Orphans and juveniles entering residential areas–what many of us predicted when they upped the quotas.
“Dr. Sharon Seneczko, a Custer veterinarian and president of the Black Hills Mountain Lion Foundation, falls in that latter group. Seneczko has said for several years that higher kill quotas in the lion season would mean more dead females, more orphaned kittens and more young cats causing problems.
“’This isn’t surprising to me at all,’ she said of the recent string of lion incidents. ‘As they keep stepping up the season, killing more adult females, you get more young lions that haven’t developed the savvy to hunt appropriately.’
“Kanta said that’s something GF&P personnel ‘have our eye on,’ although there is no cause-effect documentation.

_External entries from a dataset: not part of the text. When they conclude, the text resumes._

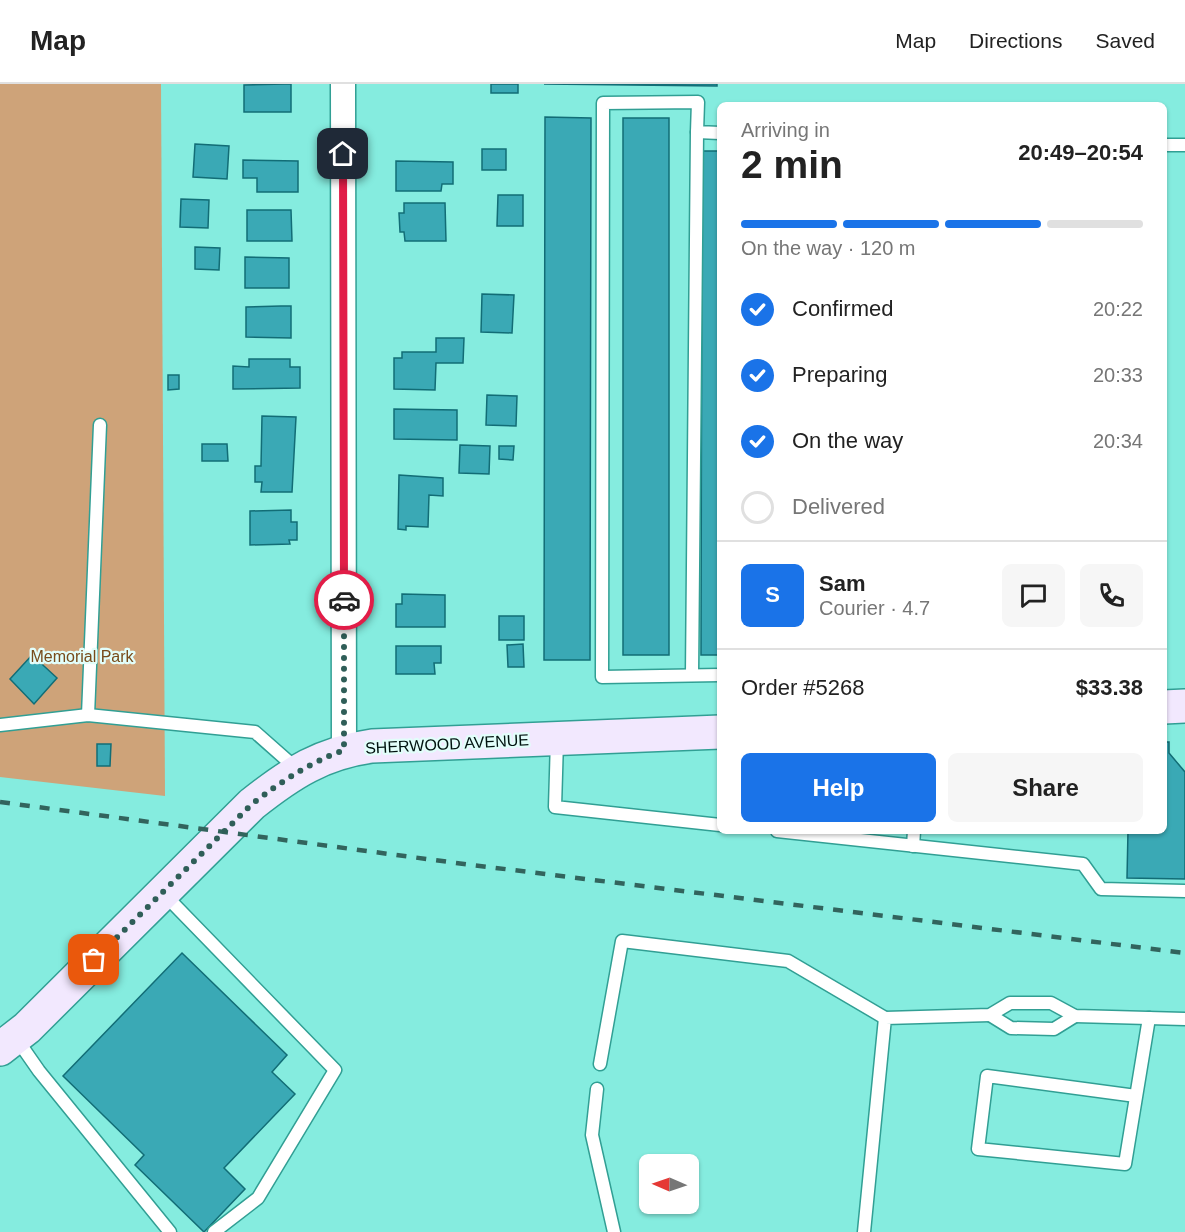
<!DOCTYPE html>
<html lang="en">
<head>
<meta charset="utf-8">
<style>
  body { margin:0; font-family:Arial,sans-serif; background:#f6f6f6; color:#222; height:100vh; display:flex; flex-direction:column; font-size:22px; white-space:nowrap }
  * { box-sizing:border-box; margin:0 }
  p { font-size:20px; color:#767676 }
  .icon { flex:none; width:33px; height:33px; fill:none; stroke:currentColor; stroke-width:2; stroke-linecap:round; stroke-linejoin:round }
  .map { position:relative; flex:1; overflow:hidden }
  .details { position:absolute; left:717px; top:18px; width:450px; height:732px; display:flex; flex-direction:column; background:#fff; border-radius:9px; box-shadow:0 2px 4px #0004 }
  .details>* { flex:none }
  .needle { width:39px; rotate:272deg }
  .tools { position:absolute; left:639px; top:1070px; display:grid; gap:12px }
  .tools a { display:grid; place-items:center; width:60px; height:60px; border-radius:9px; background:#fff; box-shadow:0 2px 4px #0004; font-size:30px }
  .pin { position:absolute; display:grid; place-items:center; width:51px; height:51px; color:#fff; margin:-26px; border-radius:12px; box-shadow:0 3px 9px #0006 }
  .courier { position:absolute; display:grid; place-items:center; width:60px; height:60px; margin:-30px; border:4px solid #e11d48; border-radius:50%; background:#fff; color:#222; box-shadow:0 2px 8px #0007 }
  .headline em { font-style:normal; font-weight:800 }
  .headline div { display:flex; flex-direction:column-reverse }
  .headline { display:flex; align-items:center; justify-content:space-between; height:102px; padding:0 24px }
  h1 { font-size:39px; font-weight:800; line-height:45px }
  .bar { display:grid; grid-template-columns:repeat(4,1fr); gap:9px 6px; align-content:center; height:72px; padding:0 24px }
  .bar i { height:8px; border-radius:4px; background:#e0e0e0 }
  .bar .current { background:#1a73e8 }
  .bar p { grid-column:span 4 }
  .line { display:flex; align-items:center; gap:15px; padding:0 24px; border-top:2px solid #e0e0e0 }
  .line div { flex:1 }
  .round { display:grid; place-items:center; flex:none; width:63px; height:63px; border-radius:9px; background:#f6f6f6 }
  ol { padding:0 24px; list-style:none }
  li { display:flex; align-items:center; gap:18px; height:66px }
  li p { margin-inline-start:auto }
  li .icon { padding:6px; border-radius:50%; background:#1a73e8; color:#fff; stroke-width:4 }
  li:last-child { color:#767676 }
  li i { width:33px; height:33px; border:3px solid #e0e0e0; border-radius:50% }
  .button { display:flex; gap:12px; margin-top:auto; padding:12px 24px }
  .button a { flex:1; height:69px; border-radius:9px; background:#1a73e8; color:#fff; font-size:24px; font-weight:800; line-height:69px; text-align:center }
  .button a+a { background:#f6f6f6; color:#222 }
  header { display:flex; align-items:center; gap:36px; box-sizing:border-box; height:84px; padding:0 30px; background:#fff; border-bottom:2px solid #e0e0e0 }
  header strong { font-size:28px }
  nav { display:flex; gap:33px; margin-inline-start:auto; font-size:21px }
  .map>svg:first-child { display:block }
</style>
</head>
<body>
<header>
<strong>Map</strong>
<nav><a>Map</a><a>Directions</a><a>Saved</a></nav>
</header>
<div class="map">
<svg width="1185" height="1148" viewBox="0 0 1185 1148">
  <rect width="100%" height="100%" fill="#85ecdf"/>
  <polygon fill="#cea379" points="0,0 161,0 165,712 0,693"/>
  <g fill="#3aa9b5" stroke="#126d76" stroke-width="1.5">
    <polygon points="284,0 291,0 291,28 244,28 244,1"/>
    <rect x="491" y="0" width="27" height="9"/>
    <polygon points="544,0 717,0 717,2"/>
    <polygon points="545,33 591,34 590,576 544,576"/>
    <rect x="623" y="34" width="46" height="537"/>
    <polygon points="195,60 229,62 227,95 193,93"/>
    <rect x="482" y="65" width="24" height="21"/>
    <polygon points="702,67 720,67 720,571 701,571"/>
    <polygon points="243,76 298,77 298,108 257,108 257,94 243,94"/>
    <polygon points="396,77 453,78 453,100 442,100 441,107 396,107"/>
    <polygon points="498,111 523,111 523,142 497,142"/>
    <polygon points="181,115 209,116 208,144 180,143"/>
    <polygon points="404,119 445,119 446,157 405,157 404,148 400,148 399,129 404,129"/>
    <polygon points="247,126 291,126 292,157 247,157"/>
    <polygon points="195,163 220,164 219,186 195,185"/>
    <polygon points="245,173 289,174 289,204 245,204"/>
    <polygon points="482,210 514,211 512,249 481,248"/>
    <polygon points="281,222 291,222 291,254 246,253 246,223"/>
    <rect x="1164" y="247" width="1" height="215"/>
    <polygon points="436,254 464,254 463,279 436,279 435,306 394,305 394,274 402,274 402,268 436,268"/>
    <polygon points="249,275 290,275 290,283 300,283 300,304 233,305 233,282 249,283"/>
    <polygon points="168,291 179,291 179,305 168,306"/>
    <polygon points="487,311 517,312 516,342 486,341"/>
    <polygon points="394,325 457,326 457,356 394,355"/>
    <polygon points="262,332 296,333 292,408 261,408 262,398 255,398 255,382 261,382"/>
    <polygon points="202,360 227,360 228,377 202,377"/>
    <polygon points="460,361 490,362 489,390 459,389"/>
    <polygon points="499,362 514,362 513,376 499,375"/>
    <polygon points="399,391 443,394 443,412 429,411 428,443 406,442 406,446 398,445"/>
    <polygon points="291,426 291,438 297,438 297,456 289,456 290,460 250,461 250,427"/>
    <polygon points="402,510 445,511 445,543 396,543 396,520 402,520"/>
    <rect x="499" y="532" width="25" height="24"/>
    <polygon points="523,560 524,583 508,583 507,561"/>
    <polygon points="396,562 441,562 441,579 434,579 435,590 396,590"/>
    <polygon points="32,571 57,594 34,620 10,595"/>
    <polygon points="1164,658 1169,658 1169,669 1185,688 1185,795 1127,794 1128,747 1164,747"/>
    <polygon points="97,660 111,660 110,682 97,682"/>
    <polygon points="182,869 287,971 272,988 295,1010 224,1084 245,1105 204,1148 135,1081 144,1071 63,992"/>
  </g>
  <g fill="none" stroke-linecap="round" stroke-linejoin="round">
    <defs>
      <g id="lane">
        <polyline points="720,49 697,48 698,18 603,19 602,593 720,591"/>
        <polyline points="1164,61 1185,61"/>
        <polyline points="692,591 697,48"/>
        <polyline points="88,631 100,341"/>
        <polyline points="0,641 88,631 255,648 298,686"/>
        <polyline points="557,656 555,723 720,741"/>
        <polyline points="777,747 1083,780 1101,805 1185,807"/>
        <polyline points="913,762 914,747"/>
        <polyline points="163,809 335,986 258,1114 214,1148"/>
        <polyline points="990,931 1011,944 1054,945 1075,932"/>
        <polyline points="16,954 39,987 170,1148"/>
        <polyline points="600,980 622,857 788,877 885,934"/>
        <polyline points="597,1005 592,1051 614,1148"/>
        <polyline points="1136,1012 987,992 978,1065 1125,1080 1149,934"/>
        <polyline points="864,1148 885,934 990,931 1010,919 1051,919 1075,932 1185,935"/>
      </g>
      <polyline id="street" points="343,0 344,666"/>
      <g id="secondary">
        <polyline points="1164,623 1185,622"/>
        <path d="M0 965 27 944 252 720C291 689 322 669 372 662L720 648"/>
      </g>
    </defs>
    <use href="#lane" stroke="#319f94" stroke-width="15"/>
    <use href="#street" stroke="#319f94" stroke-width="27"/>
    <use href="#secondary" stroke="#319f94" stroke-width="36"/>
    <use href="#lane" stroke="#fff" stroke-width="12"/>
    <use href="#street" stroke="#fff" stroke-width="24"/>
    <use href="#secondary" stroke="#f2e8fe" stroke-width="33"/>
    <polyline stroke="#32645d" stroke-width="4.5" stroke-dasharray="10 10" stroke-linecap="butt" points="0,718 464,780 1185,869"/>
  </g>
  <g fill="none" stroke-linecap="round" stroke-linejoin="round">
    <path stroke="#2f5e58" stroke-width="6" stroke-dasharray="0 10.8" d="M94 876 252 720C282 697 309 679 344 666V516"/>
    <polyline stroke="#e11d48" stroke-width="8" points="343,70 344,516"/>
  </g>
  <g text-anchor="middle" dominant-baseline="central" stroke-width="4.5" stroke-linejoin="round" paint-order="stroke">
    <g font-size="16" fill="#774b1a" stroke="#e2fefa">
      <text x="82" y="572">Memorial Park</text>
    </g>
    <g font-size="16" fill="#00120f" stroke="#e2fefa">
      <text transform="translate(447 660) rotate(-3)">SHERWOOD AVENUE</text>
    </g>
  </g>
</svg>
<div class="tools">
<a><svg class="needle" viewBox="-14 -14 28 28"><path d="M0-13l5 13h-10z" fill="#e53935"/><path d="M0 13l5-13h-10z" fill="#767676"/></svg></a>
</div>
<div class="pin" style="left:94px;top:876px;background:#ea580c"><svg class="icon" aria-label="bag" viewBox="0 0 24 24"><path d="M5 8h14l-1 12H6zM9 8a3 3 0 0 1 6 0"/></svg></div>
<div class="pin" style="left:343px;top:70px;background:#1f2937"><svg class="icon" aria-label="home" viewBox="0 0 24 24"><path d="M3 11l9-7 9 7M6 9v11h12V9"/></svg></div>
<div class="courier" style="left:344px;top:516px"><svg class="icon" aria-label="car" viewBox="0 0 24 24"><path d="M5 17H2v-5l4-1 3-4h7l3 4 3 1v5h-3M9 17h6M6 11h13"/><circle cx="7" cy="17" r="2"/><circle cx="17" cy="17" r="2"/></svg></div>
<section class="details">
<div class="headline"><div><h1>2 min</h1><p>Arriving in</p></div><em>20:49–20:54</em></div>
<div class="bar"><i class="current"></i><i class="current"></i><i class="current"></i><i></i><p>On the way · 120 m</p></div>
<ol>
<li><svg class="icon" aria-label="check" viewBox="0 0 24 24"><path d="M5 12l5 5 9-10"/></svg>Confirmed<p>20:22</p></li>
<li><svg class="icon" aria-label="check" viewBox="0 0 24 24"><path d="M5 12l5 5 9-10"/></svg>Preparing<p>20:33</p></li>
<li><svg class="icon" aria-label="check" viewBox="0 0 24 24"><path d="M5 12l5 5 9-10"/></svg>On the way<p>20:34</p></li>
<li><i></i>Delivered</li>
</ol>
<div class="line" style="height:108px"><b class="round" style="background:#1a73e8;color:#fff">S</b><div><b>Sam</b><p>Courier · 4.7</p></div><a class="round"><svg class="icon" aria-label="chat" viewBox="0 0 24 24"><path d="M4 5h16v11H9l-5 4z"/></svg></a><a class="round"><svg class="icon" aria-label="phone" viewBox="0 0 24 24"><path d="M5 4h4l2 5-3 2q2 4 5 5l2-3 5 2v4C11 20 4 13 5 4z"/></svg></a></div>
<div class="line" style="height:78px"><div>Order #5268</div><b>$33.38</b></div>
<div class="button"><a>Help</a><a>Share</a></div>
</section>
</div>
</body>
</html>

“‘There’s no doubt we’re disrupting more of those family groups’ with higher kill quotas during recent lion seasons, he said.”
Rapid City Journal
Cougars killed in Rapid City, Custer continue string of lion problems
Kevin Woster Journal staff
The cougar killing continued this week, as Game, Fish & Parks Department officers shot two more mountain lions after the cats wandered into residential areas.
GF&P regional wildlife manager John Kanta of Rapid City said Wednesday that a skinny female lion, estimated at 6 to 7 months old, was shot in Custer late Tuesday evening. Kanta said GF&P had received previous reports of a lion in the Custer area before Tuesday, when the cat ended up “in the middle of town.